Iraq's oil ministry said it would not cancel a planned tender of oilfield development contracts on December 11 and 12, which executives from the world's main oil companies were due to attend. The deals are seen as crucial to Iraq's efforts to raise the cash required to rebuild after years of war and destruction.
Workers outside the ministry who had been preparing the premises for the auction fled to safety after the first of three blasts shook the building.
Inside, windows rattled and walls shook, but employees quickly returned to last-minute electrical work and painting.
The blasts were the first large, high-profile explosions in Baghdad since October 25, when two massive truck bombs killed 155 people at the justice ministry and the offices of the governor of Baghdad.
After those attacks, Iraqi prime minister Nuri al-Maliki, who is staking his reputation on security ahead of a general election due early next year, promised tightened security and the capture of those responsible.

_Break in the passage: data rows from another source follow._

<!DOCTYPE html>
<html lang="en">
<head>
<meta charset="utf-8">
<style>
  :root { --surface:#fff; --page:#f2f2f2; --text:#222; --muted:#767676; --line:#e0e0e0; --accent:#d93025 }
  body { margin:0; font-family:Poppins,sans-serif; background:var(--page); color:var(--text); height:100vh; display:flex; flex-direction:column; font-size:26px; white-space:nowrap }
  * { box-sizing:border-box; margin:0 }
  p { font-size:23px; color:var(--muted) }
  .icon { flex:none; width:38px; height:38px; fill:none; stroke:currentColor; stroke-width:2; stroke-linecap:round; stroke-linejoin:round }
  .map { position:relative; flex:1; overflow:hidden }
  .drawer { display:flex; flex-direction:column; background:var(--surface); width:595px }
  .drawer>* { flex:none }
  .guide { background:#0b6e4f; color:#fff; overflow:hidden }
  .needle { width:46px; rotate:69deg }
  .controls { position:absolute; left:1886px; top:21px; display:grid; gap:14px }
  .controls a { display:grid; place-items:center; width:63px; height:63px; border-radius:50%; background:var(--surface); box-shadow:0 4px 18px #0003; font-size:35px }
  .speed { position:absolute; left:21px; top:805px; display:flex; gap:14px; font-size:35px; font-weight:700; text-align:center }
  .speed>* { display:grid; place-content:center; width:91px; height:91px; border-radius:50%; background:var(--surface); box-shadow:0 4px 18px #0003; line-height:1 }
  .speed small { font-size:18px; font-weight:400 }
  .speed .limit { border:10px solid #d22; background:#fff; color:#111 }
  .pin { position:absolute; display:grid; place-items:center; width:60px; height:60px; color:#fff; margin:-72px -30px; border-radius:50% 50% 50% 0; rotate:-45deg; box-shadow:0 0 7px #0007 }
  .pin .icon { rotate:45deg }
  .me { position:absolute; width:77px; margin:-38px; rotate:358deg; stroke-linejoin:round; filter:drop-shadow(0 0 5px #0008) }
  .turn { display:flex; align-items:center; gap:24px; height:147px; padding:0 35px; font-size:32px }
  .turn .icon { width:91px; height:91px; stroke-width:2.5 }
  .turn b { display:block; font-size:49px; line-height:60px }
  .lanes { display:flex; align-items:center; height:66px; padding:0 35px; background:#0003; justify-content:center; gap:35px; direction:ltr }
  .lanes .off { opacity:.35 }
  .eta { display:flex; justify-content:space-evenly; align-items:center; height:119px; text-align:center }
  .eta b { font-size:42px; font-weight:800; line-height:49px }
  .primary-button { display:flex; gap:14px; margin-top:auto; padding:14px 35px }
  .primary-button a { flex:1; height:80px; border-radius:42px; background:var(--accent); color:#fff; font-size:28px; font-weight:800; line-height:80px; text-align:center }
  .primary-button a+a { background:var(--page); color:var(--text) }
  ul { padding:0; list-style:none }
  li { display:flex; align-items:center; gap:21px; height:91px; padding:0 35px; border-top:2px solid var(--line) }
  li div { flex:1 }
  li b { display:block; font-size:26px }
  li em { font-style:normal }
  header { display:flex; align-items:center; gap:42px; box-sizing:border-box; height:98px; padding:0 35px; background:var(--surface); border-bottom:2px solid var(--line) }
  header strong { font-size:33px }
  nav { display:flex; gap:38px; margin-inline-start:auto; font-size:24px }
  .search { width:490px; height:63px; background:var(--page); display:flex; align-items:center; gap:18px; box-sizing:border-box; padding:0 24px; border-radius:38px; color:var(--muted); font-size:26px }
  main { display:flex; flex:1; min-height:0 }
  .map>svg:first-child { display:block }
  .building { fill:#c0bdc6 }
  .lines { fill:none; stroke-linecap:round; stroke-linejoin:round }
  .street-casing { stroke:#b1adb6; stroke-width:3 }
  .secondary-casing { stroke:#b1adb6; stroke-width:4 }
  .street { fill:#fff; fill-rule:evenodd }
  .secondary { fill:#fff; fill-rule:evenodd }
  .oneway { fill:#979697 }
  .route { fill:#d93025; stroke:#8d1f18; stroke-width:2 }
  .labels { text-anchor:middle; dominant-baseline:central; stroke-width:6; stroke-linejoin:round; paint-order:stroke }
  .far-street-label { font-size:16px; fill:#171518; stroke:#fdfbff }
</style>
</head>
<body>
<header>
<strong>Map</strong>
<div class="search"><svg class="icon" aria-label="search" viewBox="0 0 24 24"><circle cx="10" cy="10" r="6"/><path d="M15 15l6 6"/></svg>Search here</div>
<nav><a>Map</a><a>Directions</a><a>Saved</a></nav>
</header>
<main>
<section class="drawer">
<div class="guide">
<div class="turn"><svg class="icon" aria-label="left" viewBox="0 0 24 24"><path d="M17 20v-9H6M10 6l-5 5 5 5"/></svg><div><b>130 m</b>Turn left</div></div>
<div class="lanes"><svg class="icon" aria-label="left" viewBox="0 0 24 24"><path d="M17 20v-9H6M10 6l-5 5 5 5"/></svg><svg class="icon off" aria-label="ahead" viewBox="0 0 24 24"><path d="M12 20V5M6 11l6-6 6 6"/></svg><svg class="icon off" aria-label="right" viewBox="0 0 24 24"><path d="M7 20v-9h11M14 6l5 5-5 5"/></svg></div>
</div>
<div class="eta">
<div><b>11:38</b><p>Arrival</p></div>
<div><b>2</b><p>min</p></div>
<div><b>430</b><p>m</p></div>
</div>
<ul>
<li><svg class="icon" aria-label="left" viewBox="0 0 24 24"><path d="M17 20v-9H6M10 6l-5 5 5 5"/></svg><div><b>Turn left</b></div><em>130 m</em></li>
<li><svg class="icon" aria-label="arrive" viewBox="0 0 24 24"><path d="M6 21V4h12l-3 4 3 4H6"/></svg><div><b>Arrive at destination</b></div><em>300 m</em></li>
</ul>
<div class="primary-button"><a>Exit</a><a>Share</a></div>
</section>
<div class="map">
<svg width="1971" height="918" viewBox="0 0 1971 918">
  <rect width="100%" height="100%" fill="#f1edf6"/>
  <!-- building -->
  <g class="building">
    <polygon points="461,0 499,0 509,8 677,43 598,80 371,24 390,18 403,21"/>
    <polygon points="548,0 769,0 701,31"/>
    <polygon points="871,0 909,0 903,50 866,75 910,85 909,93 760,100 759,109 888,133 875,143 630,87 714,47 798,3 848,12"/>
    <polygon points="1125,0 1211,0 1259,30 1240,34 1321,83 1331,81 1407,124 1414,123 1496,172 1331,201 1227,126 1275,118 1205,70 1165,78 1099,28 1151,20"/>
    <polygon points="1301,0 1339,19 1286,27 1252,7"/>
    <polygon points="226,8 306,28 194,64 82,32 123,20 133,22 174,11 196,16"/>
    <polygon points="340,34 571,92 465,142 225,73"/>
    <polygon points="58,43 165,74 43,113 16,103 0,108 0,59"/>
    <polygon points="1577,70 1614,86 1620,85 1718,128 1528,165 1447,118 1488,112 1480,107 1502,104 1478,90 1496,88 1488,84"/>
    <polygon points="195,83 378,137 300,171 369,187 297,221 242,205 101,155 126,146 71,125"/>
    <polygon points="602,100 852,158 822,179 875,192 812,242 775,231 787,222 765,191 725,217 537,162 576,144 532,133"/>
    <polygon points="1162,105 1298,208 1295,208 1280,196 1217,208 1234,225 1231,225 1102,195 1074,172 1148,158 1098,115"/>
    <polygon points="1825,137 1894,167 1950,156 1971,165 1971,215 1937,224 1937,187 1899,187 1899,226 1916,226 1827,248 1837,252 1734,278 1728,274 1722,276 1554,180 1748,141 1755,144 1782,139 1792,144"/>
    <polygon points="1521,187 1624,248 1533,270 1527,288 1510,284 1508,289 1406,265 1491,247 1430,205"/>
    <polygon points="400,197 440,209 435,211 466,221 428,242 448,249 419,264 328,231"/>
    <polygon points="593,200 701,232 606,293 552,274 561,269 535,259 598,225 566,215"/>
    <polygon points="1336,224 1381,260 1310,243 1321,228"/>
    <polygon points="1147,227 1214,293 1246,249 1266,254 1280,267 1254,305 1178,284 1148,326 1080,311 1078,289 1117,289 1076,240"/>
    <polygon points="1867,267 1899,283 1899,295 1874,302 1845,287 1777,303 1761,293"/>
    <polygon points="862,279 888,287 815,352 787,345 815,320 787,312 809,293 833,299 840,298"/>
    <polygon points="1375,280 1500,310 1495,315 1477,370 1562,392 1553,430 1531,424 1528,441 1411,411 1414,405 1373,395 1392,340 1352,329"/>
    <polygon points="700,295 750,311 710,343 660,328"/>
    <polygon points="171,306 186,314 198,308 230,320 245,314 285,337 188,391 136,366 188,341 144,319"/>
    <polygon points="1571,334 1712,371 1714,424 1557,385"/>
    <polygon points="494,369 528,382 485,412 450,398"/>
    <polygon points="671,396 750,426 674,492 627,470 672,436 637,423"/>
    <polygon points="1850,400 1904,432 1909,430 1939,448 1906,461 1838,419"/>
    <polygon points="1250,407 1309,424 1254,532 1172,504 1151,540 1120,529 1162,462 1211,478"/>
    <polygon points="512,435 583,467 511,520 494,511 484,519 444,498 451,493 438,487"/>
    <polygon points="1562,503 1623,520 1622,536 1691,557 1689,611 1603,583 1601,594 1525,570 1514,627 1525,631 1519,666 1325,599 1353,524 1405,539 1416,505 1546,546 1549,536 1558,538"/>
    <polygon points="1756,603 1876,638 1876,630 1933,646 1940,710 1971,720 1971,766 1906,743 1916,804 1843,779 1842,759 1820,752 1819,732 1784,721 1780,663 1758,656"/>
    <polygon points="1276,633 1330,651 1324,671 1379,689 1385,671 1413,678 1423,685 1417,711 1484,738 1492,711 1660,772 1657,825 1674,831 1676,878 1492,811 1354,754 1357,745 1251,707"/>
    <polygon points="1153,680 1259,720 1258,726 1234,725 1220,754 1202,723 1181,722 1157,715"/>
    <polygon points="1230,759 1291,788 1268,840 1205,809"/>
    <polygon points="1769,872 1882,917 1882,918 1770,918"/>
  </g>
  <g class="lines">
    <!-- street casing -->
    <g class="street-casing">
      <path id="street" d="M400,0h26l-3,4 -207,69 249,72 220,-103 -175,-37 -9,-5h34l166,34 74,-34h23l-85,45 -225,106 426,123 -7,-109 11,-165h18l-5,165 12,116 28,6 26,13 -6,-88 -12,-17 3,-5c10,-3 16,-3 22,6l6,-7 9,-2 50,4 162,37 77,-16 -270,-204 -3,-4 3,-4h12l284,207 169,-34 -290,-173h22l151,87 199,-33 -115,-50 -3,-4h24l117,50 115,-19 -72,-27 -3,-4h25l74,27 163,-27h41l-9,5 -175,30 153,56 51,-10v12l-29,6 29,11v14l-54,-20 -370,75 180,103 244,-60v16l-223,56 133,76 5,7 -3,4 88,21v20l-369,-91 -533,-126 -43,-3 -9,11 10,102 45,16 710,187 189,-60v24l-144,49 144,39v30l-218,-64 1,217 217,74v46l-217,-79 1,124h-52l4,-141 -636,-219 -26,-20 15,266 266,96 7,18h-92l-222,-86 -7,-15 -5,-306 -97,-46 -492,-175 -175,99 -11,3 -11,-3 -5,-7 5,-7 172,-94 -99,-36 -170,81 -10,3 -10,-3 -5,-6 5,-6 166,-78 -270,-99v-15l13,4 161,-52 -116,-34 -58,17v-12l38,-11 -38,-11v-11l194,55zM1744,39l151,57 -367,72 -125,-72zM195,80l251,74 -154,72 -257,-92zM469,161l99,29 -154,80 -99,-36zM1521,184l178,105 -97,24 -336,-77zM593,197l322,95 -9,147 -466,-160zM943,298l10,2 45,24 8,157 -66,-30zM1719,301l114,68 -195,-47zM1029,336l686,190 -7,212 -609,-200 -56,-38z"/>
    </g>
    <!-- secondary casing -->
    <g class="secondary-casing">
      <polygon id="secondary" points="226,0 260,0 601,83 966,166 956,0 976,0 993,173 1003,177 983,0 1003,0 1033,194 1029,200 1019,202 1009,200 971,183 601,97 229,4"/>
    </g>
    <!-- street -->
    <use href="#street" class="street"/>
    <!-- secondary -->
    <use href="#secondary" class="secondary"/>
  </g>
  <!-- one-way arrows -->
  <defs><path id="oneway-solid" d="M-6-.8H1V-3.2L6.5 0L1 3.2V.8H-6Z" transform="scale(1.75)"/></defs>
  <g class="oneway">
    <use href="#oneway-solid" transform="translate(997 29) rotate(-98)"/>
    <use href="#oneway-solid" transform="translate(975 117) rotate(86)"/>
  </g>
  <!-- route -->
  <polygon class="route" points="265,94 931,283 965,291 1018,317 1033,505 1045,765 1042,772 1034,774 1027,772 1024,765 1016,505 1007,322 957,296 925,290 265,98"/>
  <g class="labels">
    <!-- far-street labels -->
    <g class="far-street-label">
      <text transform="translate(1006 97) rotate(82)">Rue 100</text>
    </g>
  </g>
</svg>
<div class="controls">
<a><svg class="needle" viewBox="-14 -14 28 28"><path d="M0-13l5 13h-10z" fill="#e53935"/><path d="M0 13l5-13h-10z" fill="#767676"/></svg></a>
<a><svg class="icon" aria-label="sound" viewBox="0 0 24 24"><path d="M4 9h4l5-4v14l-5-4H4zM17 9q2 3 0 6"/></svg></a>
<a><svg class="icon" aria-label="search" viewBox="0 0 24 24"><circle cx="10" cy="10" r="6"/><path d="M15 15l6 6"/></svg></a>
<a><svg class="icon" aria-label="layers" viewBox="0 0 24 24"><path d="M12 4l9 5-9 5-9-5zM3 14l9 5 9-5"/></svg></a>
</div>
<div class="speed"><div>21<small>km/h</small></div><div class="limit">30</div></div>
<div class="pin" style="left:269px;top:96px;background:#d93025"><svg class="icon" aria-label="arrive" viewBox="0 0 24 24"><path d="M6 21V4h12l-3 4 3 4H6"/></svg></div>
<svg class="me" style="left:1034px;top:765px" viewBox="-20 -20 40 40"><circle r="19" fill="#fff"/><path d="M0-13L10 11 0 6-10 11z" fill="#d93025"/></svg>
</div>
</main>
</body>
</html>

On Monday, a smaller blast, which some officials said might have involved the accidental explosion of a hidden stockpile of munitions, killed seven children at a school in the Shi'ite slum of Sadr City.
The large-scale bomb attacks in Baghdad in August and October marked a change of tactics for the Sunni Islamist insurgency.
Rather than frequent, smaller-scale attacks against soft targets such as markets or mosques, groups like al Qaeda now appeared to be aiming for spectacular and less frequent strikes against heavily defended government targets.
Overall violence triggered by the 2003 US-led invasion has fallen dramatically. In November, the health ministry reported the lowest monthly death toll of Iraqi civilians in 6-12 years.